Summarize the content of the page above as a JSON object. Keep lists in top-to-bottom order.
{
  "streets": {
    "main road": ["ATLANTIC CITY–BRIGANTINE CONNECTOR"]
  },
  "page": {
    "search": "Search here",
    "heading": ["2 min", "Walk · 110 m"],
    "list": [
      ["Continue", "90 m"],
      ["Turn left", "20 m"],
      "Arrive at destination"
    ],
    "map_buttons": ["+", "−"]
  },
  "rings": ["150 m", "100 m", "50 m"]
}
--
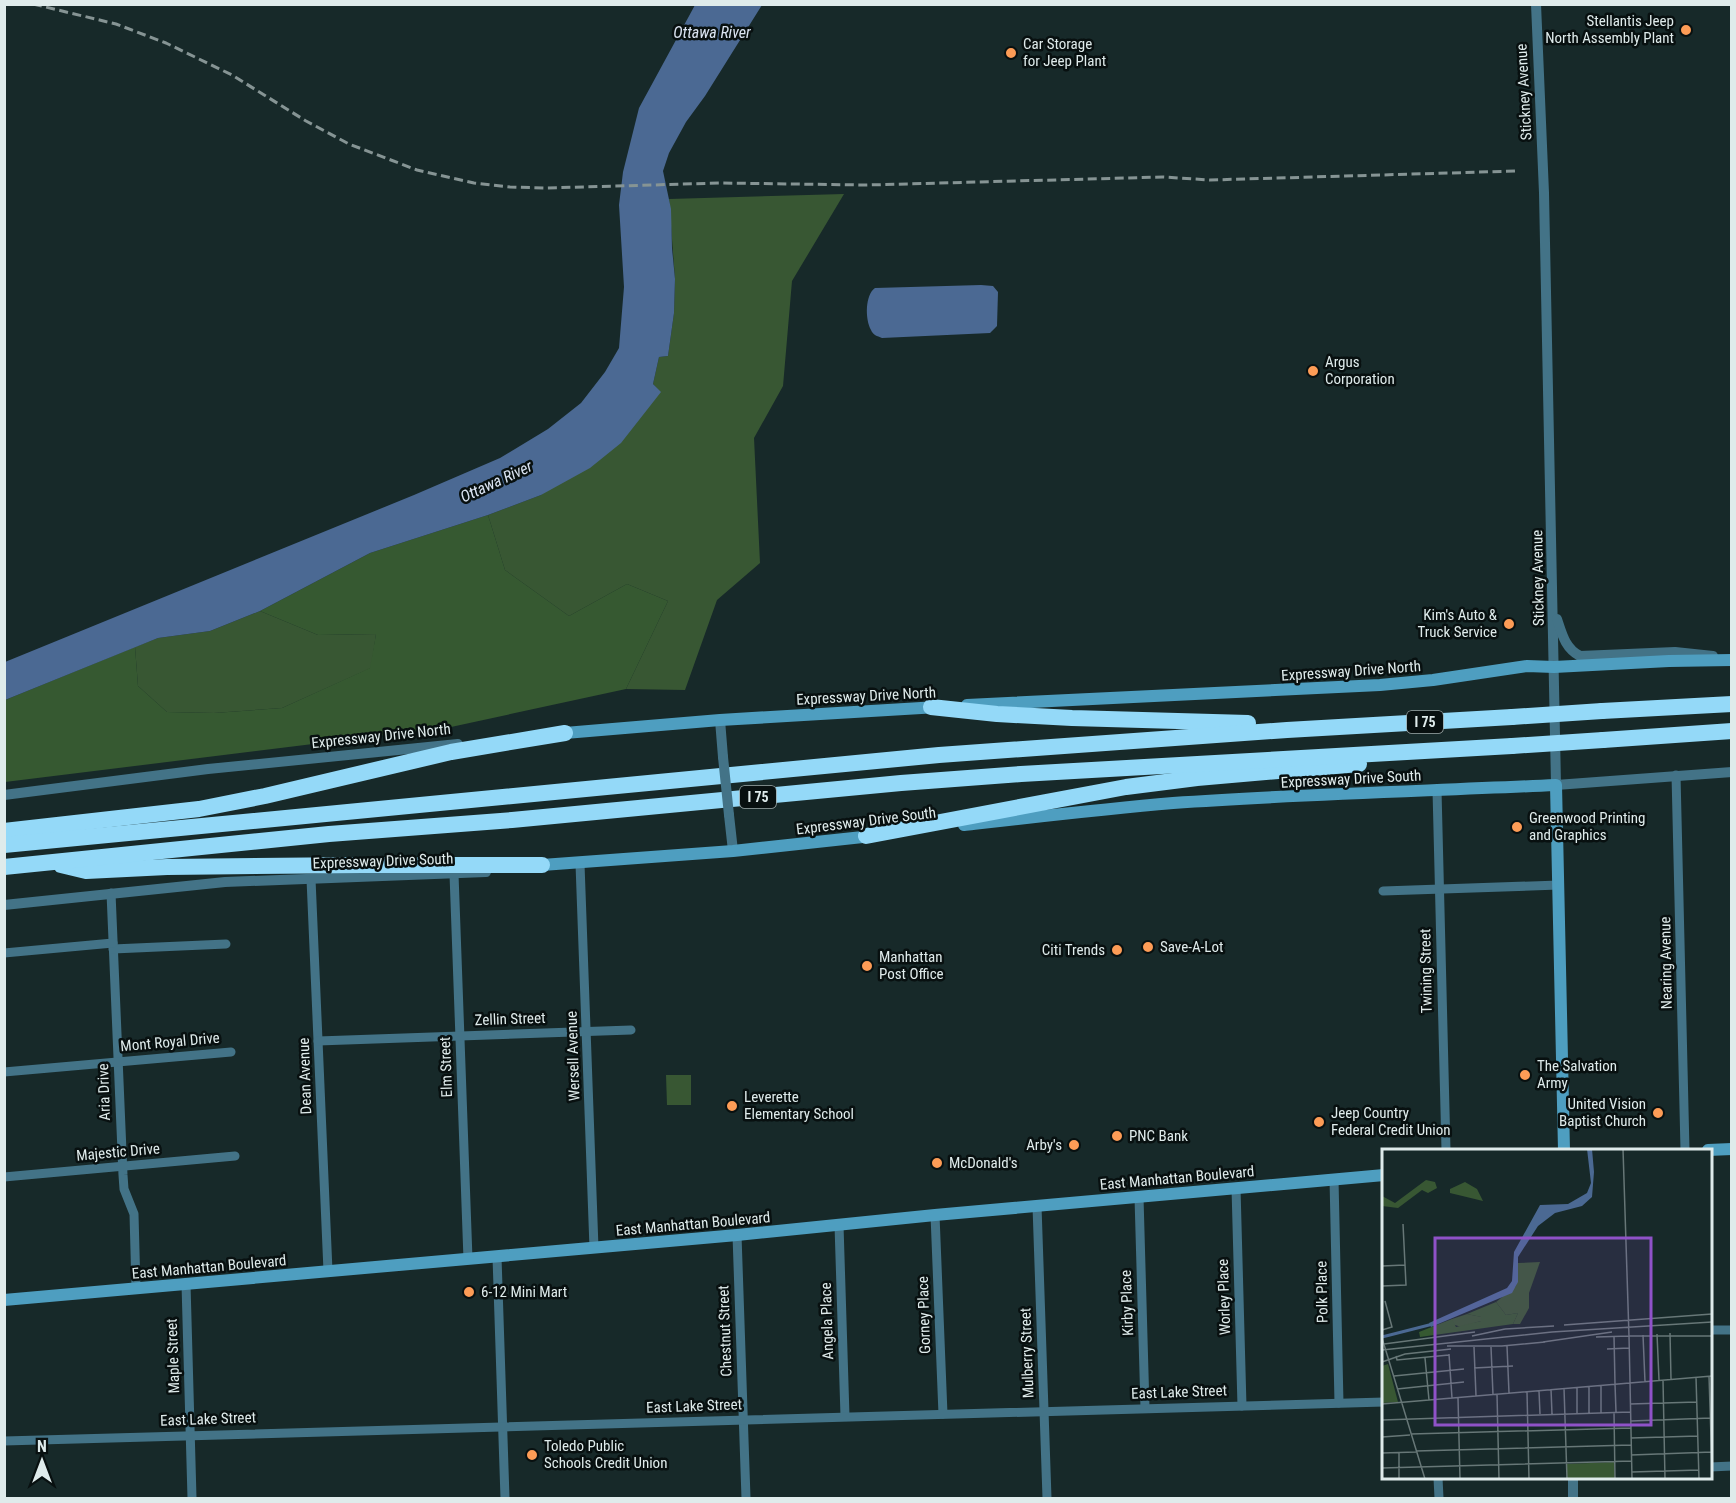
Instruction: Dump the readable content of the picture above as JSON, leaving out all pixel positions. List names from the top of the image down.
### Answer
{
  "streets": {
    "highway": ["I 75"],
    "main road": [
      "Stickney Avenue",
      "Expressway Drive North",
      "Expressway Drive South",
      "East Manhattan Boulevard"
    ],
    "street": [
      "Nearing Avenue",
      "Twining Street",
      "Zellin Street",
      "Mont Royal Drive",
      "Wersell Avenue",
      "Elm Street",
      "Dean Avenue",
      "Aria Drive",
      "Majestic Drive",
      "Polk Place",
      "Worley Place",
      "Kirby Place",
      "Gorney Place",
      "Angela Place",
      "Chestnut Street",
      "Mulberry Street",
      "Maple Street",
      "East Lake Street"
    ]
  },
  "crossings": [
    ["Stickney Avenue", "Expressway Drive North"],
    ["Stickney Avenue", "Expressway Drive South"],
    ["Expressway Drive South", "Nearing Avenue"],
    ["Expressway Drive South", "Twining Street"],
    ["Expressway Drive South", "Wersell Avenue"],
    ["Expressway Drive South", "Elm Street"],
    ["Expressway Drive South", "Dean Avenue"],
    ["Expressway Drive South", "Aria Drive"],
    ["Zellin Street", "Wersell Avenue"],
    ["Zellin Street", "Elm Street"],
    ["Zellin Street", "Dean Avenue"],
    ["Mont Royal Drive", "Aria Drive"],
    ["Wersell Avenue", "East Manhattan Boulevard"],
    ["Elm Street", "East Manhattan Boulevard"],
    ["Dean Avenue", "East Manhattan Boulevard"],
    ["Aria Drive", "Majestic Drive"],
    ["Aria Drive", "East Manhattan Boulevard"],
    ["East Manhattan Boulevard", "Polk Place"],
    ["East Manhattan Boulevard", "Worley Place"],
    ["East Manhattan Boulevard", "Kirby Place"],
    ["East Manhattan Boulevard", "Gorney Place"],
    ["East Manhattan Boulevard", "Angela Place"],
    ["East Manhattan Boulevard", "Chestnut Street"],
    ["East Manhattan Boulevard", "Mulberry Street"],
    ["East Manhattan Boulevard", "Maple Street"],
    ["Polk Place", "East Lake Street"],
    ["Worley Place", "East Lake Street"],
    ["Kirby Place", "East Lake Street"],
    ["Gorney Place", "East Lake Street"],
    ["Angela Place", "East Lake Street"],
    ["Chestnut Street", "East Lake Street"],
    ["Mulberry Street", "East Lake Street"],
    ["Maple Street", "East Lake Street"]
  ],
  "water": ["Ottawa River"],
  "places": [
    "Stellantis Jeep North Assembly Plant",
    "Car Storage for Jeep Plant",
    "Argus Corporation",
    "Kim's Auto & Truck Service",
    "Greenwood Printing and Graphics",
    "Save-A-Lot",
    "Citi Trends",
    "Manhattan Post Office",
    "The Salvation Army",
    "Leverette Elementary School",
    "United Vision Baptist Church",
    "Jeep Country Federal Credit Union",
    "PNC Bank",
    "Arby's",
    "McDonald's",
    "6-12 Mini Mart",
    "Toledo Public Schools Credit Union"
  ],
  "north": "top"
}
==
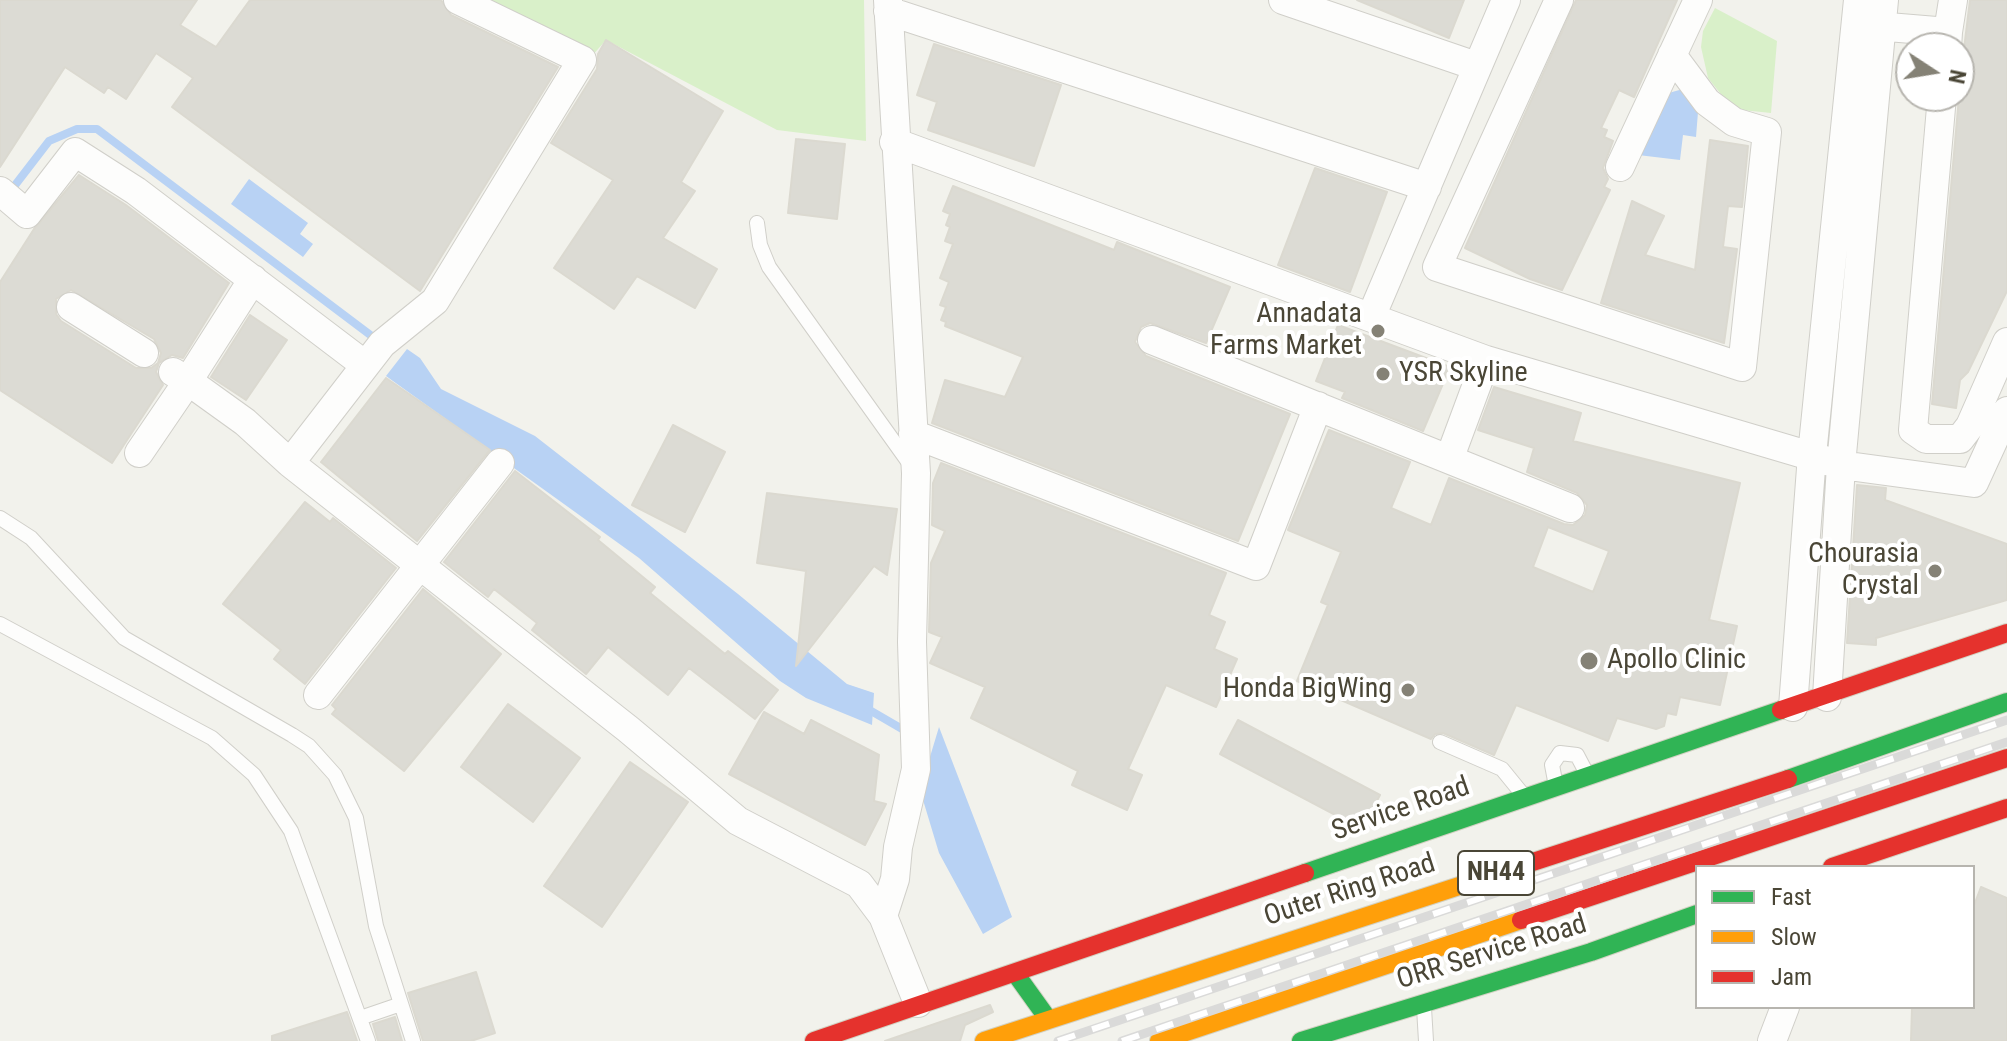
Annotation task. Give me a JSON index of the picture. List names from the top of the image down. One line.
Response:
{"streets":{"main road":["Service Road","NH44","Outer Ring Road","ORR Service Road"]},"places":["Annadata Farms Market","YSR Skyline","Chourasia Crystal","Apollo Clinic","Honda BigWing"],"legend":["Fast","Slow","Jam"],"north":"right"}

### YOUR GOAL
List each line in the listing that contains the string "names".

### RESPONSE AREA
Instruction: Dump the readable content of the picture above as JSON, leaving out all pixel positions. List names from the top of the image down.
Annotation task. Give me a JSON index of the picture. List names from the top of the image down. One line.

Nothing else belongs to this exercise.